The schism was the reason why separate executive orders recognized the differing groups on Monday.

“They are different people than us,” said Billy Redwing Tayac, the Piscataway Indian Nation chief and son of Turkey Tayac, in reference to the other two Piscataway groups. “What they do is their business.”

For her part, Proctor stressed her desire for the Piscataway to reclaim a more positive public image not marred by the reports of infighting between the groups.

“I only want the best for Piscataway people,” Proctor said. “I only want a light to shine on them, from this day forth, in a very positive manner.”

9 comments

  1. candis neal (draper)

    I’m from the Maryland area my entire family resides there, I was wondering if my family was apart of the piscataway tribe..Neal,Proctor,Savoy,Bulter,and Newmans. My grandparents resided in campspring,MD area as well some family members in the brandywine area.

  2. I was born in Frederick Md. My grand mother on my fathers side was Piscataway.

  3. I, Shahrezade Newman, would very much like to see our Piscataway (Conoy) Tribe Federally recognized. It would be fulfilling to be finally be able to check the ‘Native American’ box instead of ‘other’ on Federal forms. Somewhere in our country’s bureaucracy to be acknowledged as Indian descendants migrating to Maryland since 932 AD.
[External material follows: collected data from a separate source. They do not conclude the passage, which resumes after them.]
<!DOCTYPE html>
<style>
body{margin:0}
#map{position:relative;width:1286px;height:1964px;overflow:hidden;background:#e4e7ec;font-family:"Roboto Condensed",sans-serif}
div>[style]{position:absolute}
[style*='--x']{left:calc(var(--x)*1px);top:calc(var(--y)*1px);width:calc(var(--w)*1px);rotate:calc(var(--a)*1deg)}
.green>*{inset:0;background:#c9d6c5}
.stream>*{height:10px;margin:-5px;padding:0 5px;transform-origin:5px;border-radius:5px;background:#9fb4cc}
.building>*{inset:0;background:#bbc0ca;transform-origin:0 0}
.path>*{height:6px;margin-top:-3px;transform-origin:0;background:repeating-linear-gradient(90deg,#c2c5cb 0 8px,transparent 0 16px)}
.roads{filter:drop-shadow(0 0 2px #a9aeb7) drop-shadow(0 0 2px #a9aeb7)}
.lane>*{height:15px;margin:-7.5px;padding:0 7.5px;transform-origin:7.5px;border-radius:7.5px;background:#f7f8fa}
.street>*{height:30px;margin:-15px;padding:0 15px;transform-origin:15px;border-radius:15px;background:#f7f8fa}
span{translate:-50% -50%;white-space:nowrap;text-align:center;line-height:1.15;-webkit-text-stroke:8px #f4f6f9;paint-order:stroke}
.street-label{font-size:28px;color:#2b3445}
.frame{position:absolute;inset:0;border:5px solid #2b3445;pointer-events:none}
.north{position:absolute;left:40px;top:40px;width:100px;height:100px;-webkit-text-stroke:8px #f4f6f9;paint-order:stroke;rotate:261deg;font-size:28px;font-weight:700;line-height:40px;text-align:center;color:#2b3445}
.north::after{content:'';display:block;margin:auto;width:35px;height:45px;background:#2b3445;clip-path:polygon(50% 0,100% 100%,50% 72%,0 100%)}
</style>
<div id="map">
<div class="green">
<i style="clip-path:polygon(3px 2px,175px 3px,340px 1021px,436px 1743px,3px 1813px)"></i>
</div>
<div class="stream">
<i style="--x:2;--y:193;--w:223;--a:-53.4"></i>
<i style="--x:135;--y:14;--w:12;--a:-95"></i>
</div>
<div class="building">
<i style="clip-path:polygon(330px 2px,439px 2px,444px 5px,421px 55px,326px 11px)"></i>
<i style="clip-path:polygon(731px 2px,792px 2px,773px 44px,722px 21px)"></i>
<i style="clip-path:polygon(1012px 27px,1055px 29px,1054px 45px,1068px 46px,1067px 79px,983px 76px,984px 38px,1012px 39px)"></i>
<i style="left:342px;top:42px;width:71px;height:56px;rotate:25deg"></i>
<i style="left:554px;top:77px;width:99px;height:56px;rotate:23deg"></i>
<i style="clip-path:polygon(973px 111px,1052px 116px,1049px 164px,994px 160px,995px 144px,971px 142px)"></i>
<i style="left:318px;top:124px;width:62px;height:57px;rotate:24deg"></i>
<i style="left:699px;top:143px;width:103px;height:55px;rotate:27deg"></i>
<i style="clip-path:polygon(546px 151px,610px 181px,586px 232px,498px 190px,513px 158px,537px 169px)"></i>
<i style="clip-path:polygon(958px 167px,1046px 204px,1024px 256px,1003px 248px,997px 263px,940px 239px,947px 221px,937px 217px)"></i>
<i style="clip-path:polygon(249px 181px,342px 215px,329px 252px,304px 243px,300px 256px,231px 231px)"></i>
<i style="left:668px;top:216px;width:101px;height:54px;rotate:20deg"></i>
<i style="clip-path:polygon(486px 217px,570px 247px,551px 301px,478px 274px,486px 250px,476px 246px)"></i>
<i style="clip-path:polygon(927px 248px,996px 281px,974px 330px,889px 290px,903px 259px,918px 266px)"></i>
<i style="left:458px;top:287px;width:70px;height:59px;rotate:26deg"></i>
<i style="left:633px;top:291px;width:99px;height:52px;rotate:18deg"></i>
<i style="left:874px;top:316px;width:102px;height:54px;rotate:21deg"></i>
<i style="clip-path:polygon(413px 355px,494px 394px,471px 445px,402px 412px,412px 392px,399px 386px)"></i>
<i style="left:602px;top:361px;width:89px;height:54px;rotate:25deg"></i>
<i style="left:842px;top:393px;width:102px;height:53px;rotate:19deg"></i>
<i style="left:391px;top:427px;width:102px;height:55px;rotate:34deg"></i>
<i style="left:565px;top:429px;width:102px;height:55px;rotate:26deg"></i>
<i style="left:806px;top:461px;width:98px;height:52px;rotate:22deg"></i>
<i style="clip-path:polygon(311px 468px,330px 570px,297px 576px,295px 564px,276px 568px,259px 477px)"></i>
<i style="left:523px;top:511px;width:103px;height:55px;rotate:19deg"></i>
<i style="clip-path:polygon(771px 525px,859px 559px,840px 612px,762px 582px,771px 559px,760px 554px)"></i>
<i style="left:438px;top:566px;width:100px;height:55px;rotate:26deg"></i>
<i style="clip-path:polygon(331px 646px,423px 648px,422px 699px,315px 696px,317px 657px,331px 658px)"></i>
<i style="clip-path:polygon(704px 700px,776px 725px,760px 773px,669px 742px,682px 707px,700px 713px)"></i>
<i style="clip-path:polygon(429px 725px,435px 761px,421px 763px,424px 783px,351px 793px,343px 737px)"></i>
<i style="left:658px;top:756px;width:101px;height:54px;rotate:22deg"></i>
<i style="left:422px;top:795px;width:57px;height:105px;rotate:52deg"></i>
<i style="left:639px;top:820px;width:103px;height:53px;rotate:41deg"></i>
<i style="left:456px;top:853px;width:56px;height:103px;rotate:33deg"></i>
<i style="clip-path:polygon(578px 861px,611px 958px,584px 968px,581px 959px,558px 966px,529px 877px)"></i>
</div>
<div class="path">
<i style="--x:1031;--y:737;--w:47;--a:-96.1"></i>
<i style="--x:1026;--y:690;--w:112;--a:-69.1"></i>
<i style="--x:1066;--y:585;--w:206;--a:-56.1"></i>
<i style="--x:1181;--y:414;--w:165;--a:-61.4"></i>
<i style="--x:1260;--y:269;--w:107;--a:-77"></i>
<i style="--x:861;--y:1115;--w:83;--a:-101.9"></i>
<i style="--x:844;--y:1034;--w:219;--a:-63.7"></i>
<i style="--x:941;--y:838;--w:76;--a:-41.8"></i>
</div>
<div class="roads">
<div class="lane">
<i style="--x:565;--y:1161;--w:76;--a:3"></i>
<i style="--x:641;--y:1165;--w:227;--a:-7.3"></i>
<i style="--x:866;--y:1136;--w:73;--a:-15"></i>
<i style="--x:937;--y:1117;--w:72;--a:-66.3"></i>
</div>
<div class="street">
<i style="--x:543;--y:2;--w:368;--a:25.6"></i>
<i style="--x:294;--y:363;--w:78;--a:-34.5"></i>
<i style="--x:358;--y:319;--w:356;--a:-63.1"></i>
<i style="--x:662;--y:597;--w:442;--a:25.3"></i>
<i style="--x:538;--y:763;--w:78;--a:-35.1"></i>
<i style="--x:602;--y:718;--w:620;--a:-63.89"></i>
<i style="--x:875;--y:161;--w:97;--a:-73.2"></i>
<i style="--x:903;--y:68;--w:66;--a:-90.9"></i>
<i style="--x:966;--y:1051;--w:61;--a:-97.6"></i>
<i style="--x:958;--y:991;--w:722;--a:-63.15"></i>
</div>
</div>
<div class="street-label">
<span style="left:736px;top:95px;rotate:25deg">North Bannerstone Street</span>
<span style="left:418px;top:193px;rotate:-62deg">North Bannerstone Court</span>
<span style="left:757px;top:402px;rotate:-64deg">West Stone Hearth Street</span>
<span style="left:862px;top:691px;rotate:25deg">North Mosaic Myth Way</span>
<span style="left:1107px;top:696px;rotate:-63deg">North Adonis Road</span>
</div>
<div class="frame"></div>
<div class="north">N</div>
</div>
  4. I am a Piscataway convoy indian su… I read this article and it touched my heart. As a young child I’ve always had a hunch about things as being an American indian. Our land and properties are very precious to me. I think land is beautiful. It seems as if everything is starting to fade away or getting bought from us. As for not being federally recognized is a harsh down fall. We can not let that happen. I agree with Mrs. Natalie Proctor, chairman. I am the daughter of Valerie Proctor and the late, James Brawne. Both sides of my family has pretty much grew up around these parts, including me… what can we do as a tribe to help get us recognied federally?r and not alone getting our future kids educated of what us tries history and traditions…. language nonticoke, has been stated non existent. .. there are some of us out here that still have that language in hand… it’s like talking backwards and riddle like.. sort of like Asians back to front, with English grammer.. a different type of broken English sort of… anyhew, when I read the article a couple days ago it touched me… so anyone, how can we make this downward fall an upward one for We the Piscatawain tribe……?

  5. I Temicka Savoy of the Piscataway Conoy tribe would love federal recognition.
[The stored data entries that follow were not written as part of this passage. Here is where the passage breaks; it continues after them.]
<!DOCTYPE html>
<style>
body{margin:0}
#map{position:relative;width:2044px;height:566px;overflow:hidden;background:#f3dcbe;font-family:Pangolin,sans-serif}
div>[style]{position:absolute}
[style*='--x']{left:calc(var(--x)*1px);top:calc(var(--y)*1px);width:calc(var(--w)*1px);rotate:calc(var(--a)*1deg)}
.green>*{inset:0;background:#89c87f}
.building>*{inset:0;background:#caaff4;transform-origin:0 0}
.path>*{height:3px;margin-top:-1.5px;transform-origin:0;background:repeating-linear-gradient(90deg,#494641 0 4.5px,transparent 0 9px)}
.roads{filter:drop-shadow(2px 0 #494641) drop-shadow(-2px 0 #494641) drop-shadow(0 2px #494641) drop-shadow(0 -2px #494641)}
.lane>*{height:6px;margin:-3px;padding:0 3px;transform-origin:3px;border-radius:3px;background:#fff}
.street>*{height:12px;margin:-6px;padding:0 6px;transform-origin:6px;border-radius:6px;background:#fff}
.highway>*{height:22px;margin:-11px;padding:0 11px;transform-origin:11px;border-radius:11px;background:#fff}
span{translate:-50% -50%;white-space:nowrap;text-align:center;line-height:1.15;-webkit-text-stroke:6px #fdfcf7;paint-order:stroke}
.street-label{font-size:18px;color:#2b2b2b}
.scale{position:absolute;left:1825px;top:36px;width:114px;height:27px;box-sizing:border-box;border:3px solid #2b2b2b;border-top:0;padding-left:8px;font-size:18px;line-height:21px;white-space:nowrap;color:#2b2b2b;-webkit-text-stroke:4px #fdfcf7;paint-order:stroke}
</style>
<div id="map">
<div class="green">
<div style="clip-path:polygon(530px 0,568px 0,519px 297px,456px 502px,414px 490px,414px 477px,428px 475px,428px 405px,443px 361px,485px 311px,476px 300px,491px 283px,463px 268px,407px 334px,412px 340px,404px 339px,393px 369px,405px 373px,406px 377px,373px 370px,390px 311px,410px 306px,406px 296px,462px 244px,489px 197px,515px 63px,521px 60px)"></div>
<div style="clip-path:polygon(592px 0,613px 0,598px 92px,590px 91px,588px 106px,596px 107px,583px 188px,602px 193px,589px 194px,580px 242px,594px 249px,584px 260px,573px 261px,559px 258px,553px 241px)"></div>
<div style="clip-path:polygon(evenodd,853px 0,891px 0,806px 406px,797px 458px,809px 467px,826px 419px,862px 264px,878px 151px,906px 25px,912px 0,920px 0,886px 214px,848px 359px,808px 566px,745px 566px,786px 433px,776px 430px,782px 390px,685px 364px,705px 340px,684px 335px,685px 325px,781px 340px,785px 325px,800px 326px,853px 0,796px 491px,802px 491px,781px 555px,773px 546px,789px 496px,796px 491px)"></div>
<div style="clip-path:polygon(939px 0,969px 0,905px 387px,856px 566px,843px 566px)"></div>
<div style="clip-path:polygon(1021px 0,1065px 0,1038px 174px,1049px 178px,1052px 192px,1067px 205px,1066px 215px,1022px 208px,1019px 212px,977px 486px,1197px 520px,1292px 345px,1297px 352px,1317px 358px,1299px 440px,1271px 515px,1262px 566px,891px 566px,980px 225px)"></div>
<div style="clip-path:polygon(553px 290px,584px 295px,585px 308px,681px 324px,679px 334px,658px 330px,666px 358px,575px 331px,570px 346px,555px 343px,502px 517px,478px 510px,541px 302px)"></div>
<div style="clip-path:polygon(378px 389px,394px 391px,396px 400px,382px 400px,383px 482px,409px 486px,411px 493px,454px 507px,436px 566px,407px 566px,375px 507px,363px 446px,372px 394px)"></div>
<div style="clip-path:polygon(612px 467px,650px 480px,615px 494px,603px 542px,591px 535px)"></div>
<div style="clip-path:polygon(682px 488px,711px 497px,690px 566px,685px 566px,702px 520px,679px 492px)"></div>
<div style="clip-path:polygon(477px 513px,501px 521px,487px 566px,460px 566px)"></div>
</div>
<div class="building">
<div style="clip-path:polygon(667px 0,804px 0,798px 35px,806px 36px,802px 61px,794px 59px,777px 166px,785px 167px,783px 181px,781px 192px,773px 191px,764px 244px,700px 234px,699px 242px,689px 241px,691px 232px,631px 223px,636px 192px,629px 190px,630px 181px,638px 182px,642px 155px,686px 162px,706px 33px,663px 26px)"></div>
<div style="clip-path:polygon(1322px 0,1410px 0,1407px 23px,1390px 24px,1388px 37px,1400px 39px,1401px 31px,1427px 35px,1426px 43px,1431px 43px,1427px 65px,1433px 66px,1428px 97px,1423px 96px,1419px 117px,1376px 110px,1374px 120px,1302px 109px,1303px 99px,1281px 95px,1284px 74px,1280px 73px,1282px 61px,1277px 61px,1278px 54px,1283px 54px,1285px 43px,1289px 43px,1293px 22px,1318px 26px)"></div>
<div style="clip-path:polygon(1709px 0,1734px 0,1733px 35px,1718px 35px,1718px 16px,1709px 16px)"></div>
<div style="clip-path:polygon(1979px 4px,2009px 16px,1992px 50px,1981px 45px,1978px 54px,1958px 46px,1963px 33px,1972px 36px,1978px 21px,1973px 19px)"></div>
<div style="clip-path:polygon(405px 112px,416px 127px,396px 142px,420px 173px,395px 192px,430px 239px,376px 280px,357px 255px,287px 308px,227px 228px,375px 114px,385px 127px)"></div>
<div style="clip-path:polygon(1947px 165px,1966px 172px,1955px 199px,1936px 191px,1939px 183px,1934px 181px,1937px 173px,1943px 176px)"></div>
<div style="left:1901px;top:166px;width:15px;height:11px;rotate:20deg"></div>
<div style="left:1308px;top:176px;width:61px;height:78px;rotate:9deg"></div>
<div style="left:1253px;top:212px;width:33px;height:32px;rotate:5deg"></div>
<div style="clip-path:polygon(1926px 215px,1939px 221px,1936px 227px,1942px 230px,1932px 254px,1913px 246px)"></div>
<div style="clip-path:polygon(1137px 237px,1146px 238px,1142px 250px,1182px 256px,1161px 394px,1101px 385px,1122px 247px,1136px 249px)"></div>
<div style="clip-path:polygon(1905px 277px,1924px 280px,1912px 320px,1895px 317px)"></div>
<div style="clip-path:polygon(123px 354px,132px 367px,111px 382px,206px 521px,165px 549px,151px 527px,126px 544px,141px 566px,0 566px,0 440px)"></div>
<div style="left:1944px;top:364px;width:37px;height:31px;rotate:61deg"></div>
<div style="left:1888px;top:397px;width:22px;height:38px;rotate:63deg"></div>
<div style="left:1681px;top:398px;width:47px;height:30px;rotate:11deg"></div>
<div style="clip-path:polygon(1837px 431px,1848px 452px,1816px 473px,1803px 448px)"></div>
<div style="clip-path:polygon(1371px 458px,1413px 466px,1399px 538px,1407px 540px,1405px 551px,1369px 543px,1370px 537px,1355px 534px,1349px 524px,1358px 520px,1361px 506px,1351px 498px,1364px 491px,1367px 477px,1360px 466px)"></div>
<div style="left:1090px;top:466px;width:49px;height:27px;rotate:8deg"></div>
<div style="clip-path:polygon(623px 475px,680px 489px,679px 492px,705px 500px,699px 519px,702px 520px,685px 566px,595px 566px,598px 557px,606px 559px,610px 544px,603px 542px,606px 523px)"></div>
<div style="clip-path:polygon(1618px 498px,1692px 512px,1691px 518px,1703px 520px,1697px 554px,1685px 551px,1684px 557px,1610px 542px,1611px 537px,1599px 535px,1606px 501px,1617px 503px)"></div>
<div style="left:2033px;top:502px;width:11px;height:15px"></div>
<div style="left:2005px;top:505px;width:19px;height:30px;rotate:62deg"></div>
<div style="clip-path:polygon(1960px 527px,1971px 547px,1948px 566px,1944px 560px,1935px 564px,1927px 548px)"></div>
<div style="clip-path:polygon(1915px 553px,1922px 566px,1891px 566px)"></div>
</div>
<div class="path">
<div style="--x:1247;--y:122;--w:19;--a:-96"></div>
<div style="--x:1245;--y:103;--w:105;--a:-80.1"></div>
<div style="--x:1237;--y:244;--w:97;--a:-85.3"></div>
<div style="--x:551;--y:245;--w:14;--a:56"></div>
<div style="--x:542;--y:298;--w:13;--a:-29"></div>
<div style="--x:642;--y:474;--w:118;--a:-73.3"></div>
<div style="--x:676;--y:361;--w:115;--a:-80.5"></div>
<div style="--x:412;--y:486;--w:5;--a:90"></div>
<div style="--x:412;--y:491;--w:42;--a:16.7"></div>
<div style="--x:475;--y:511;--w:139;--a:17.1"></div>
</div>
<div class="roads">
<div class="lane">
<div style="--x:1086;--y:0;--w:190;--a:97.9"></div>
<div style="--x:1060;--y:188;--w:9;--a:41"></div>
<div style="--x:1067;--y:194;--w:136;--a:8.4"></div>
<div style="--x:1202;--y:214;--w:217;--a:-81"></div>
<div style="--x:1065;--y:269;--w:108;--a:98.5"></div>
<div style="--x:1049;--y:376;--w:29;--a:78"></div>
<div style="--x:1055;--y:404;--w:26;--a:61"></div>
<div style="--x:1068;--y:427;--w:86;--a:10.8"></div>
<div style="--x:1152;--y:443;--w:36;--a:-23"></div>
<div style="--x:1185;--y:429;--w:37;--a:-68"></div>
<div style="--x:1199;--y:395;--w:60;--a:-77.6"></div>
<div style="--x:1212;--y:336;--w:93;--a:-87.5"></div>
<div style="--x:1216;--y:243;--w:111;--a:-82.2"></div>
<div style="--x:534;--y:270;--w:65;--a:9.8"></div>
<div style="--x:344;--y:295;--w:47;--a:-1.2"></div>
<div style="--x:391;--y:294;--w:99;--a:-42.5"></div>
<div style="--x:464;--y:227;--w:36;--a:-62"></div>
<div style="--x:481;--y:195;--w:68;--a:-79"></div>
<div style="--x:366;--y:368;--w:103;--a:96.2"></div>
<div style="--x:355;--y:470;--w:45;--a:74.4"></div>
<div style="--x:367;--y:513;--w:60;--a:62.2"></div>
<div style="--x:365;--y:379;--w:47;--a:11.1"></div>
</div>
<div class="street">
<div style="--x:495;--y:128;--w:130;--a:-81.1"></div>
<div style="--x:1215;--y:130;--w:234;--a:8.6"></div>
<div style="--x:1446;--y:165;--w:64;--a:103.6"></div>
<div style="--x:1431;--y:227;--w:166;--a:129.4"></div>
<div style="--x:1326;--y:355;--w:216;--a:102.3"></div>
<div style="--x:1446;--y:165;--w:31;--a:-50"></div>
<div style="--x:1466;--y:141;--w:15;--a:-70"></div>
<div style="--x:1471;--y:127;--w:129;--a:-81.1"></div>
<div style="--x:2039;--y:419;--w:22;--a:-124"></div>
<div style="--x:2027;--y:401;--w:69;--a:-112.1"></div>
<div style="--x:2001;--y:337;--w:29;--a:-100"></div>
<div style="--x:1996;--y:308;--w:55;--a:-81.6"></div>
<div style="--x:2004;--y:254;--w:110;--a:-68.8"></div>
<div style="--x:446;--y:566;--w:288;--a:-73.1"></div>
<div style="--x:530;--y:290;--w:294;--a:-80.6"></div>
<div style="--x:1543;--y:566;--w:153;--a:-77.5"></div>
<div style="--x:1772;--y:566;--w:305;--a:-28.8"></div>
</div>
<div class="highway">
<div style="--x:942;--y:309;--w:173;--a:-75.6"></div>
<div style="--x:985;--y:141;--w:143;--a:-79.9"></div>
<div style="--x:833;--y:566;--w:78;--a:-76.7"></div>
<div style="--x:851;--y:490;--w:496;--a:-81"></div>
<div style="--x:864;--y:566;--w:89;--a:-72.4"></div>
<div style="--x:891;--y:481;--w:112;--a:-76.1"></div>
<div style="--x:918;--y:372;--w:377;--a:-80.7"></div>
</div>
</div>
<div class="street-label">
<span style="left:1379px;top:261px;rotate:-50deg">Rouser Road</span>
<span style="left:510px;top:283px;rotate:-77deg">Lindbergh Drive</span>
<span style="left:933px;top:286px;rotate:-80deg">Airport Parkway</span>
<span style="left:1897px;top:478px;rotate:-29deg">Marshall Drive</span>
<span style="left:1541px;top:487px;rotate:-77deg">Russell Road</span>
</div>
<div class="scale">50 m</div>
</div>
  6. My grandmother and father were Proctors and I have family members with the names Savoy, Proctor and Newman from the Southern Maryland area. I met with a cousin recently who told me she had registered for recognition of the Piscataway Conoy tribe. I am so hungry for the information regarding my tribe so if anyone can offer any information it would be very appreciated.

  7. Federal recognition looking forward to it.
    I’m very proud to be a part of the Piscataway Conoy Tribe.

  8. I would get some DNA going with those claiming tribal members. But, the main thing is to find some land that is tribal possibly using register of deeds office’s to see if there are lands that are not being taxed.The Mohegan catered to any and all tribes for letter’s of support.

  9. Also look through for archives for a “allotment schedule!” Most tribes years down the road gave tribes allotment schedule’s where allotted lands were given out to tribal members.